Material for this task:
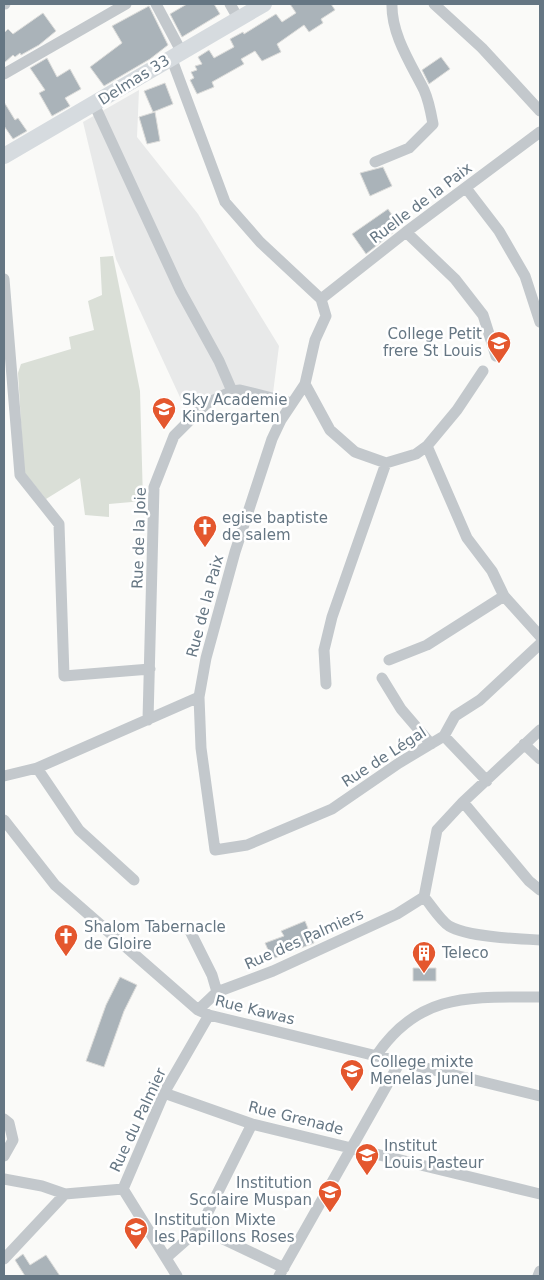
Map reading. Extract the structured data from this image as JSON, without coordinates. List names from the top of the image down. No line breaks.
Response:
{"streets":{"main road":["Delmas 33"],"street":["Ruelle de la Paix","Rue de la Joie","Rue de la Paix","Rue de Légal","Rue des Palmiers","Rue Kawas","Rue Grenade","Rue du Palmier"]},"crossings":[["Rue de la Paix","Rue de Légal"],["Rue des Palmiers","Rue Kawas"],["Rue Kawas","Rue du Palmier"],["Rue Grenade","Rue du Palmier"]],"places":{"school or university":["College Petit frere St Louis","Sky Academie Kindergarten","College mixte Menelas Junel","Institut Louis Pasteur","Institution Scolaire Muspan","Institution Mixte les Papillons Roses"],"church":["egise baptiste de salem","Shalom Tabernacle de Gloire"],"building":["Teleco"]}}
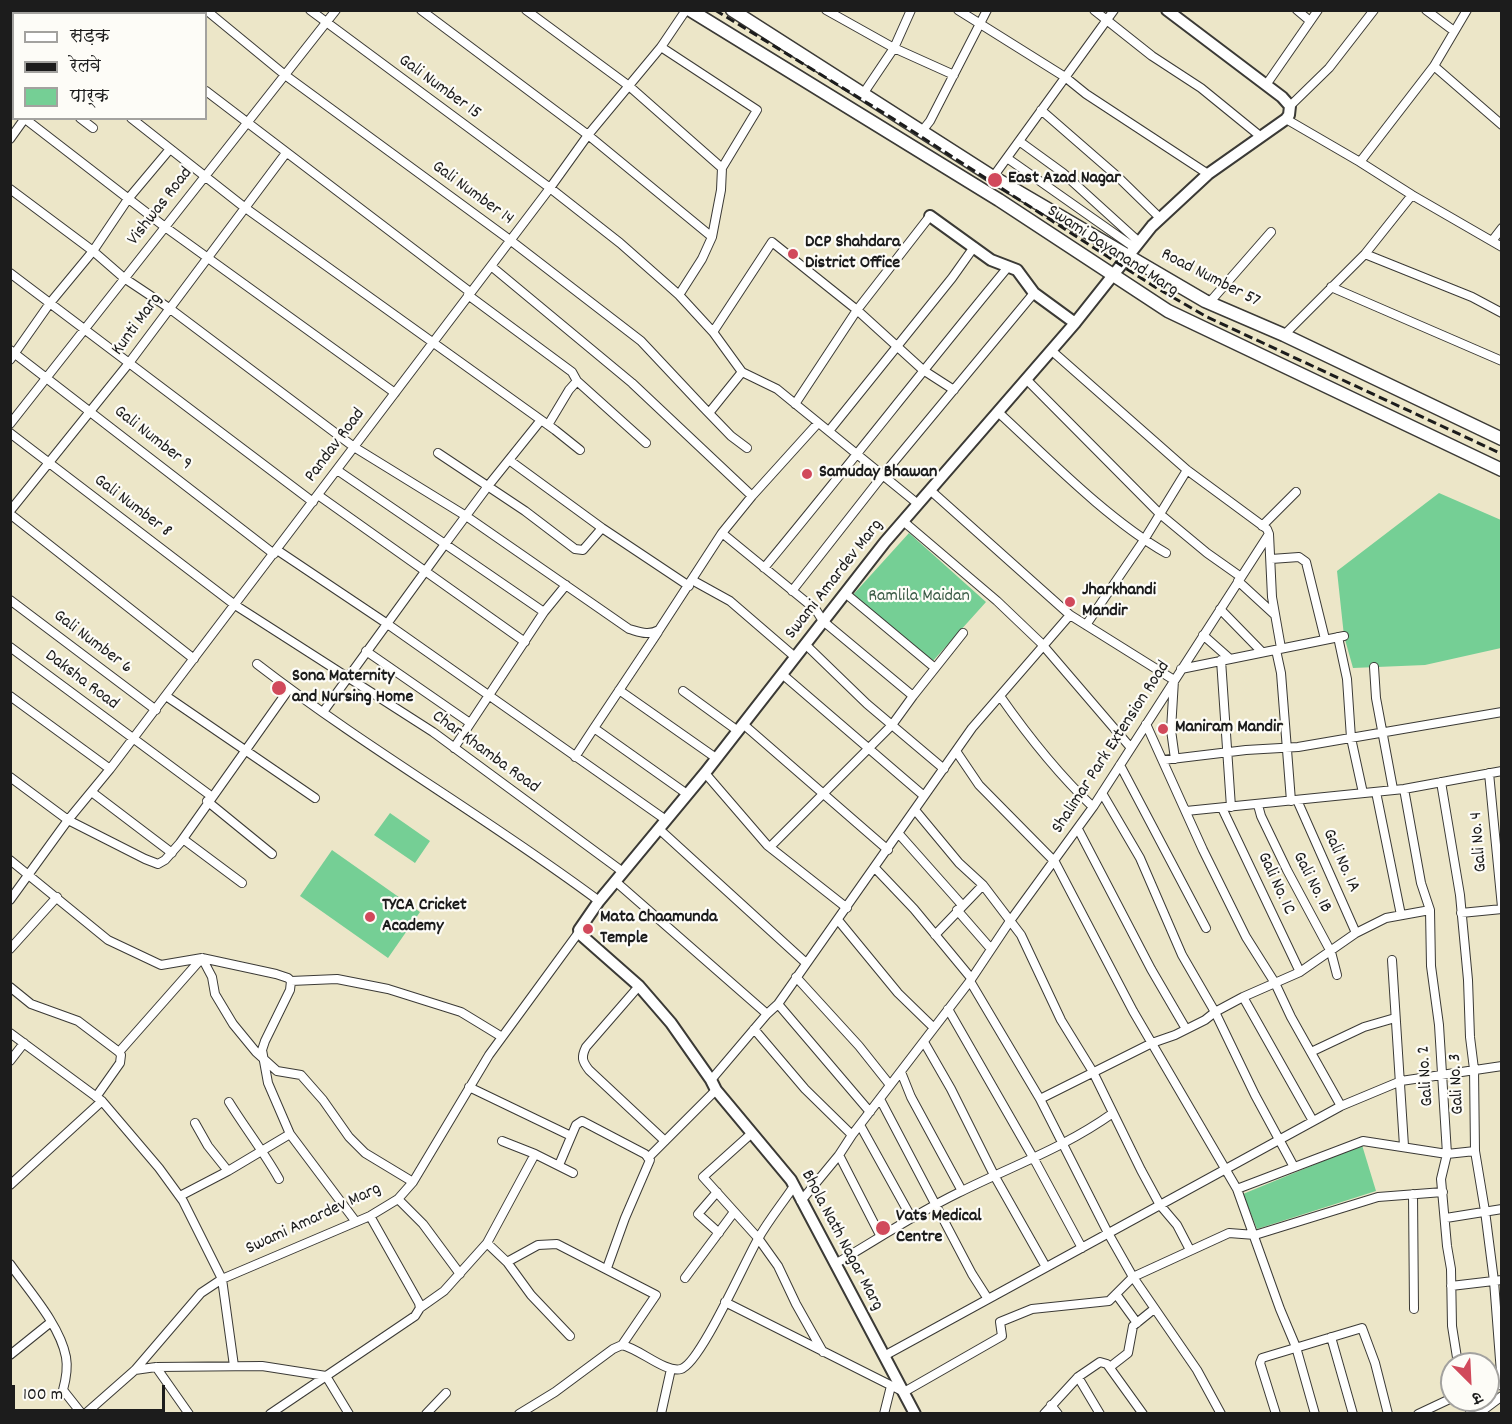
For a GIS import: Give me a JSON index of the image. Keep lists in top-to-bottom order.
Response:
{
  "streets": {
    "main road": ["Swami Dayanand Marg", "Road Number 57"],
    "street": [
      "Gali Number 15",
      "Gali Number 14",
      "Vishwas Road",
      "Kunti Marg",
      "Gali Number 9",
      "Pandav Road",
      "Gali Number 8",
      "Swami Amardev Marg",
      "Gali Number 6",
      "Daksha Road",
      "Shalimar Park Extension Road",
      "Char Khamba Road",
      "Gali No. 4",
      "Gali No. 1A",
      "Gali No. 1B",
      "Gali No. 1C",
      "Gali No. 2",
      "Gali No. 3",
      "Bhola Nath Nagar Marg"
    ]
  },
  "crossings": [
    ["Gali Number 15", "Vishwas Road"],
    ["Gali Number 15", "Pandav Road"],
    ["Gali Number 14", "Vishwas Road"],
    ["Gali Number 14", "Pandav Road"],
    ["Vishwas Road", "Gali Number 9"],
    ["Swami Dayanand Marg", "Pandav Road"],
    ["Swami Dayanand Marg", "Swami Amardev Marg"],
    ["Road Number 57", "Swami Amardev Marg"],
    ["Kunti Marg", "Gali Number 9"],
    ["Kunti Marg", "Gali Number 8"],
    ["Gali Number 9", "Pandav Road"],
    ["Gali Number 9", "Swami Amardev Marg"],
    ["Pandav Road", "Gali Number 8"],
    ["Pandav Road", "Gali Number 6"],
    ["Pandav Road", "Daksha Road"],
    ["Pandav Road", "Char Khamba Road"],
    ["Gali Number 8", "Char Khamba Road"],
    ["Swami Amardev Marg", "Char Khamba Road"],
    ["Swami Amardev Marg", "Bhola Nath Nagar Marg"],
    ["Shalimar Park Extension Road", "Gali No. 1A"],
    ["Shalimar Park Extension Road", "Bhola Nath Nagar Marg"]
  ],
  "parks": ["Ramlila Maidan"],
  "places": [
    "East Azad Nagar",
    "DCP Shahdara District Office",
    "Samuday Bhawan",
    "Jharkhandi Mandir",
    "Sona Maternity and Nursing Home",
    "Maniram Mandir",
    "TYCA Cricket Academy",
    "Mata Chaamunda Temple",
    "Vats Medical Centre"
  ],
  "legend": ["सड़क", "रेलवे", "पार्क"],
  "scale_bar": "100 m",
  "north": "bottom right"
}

Exercise instructions: A word-for-word copy of the data, without its pictures, is what is needed.

Written response:
Map reading. Extract the structured data from this image as JSON, without coordinates. List names from the top of the image down. No line breaks.
Response:
{"streets":{"main road":["Delmas 33"],"street":["Ruelle de la Paix","Rue de la Joie","Rue de la Paix","Rue de Légal","Rue des Palmiers","Rue Kawas","Rue Grenade","Rue du Palmier"]},"crossings":[["Rue de la Paix","Rue de Légal"],["Rue des Palmiers","Rue Kawas"],["Rue Kawas","Rue du Palmier"],["Rue Grenade","Rue du Palmier"]],"places":{"school or university":["College Petit frere St Louis","Sky Academie Kindergarten","College mixte Menelas Junel","Institut Louis Pasteur","Institution Scolaire Muspan","Institution Mixte les Papillons Roses"],"church":["egise baptiste de salem","Shalom Tabernacle de Gloire"],"building":["Teleco"]}}
For a GIS import: Give me a JSON index of the image. Keep lists in top-to-bottom order.
Response:
{
  "streets": {
    "main road": ["Swami Dayanand Marg", "Road Number 57"],
    "street": [
      "Gali Number 15",
      "Gali Number 14",
      "Vishwas Road",
      "Kunti Marg",
      "Gali Number 9",
      "Pandav Road",
      "Gali Number 8",
      "Swami Amardev Marg",
      "Gali Number 6",
      "Daksha Road",
      "Shalimar Park Extension Road",
      "Char Khamba Road",
      "Gali No. 4",
      "Gali No. 1A",
      "Gali No. 1B",
      "Gali No. 1C",
      "Gali No. 2",
      "Gali No. 3",
      "Bhola Nath Nagar Marg"
    ]
  },
  "crossings": [
    ["Gali Number 15", "Vishwas Road"],
    ["Gali Number 15", "Pandav Road"],
    ["Gali Number 14", "Vishwas Road"],
    ["Gali Number 14", "Pandav Road"],
    ["Vishwas Road", "Gali Number 9"],
    ["Swami Dayanand Marg", "Pandav Road"],
    ["Swami Dayanand Marg", "Swami Amardev Marg"],
    ["Road Number 57", "Swami Amardev Marg"],
    ["Kunti Marg", "Gali Number 9"],
    ["Kunti Marg", "Gali Number 8"],
    ["Gali Number 9", "Pandav Road"],
    ["Gali Number 9", "Swami Amardev Marg"],
    ["Pandav Road", "Gali Number 8"],
    ["Pandav Road", "Gali Number 6"],
    ["Pandav Road", "Daksha Road"],
    ["Pandav Road", "Char Khamba Road"],
    ["Gali Number 8", "Char Khamba Road"],
    ["Swami Amardev Marg", "Char Khamba Road"],
    ["Swami Amardev Marg", "Bhola Nath Nagar Marg"],
    ["Shalimar Park Extension Road", "Gali No. 1A"],
    ["Shalimar Park Extension Road", "Bhola Nath Nagar Marg"]
  ],
  "parks": ["Ramlila Maidan"],
  "places": [
    "East Azad Nagar",
    "DCP Shahdara District Office",
    "Samuday Bhawan",
    "Jharkhandi Mandir",
    "Sona Maternity and Nursing Home",
    "Maniram Mandir",
    "TYCA Cricket Academy",
    "Mata Chaamunda Temple",
    "Vats Medical Centre"
  ],
  "legend": ["सड़क", "रेलवे", "पार्क"],
  "scale_bar": "100 m",
  "north": "bottom right"
}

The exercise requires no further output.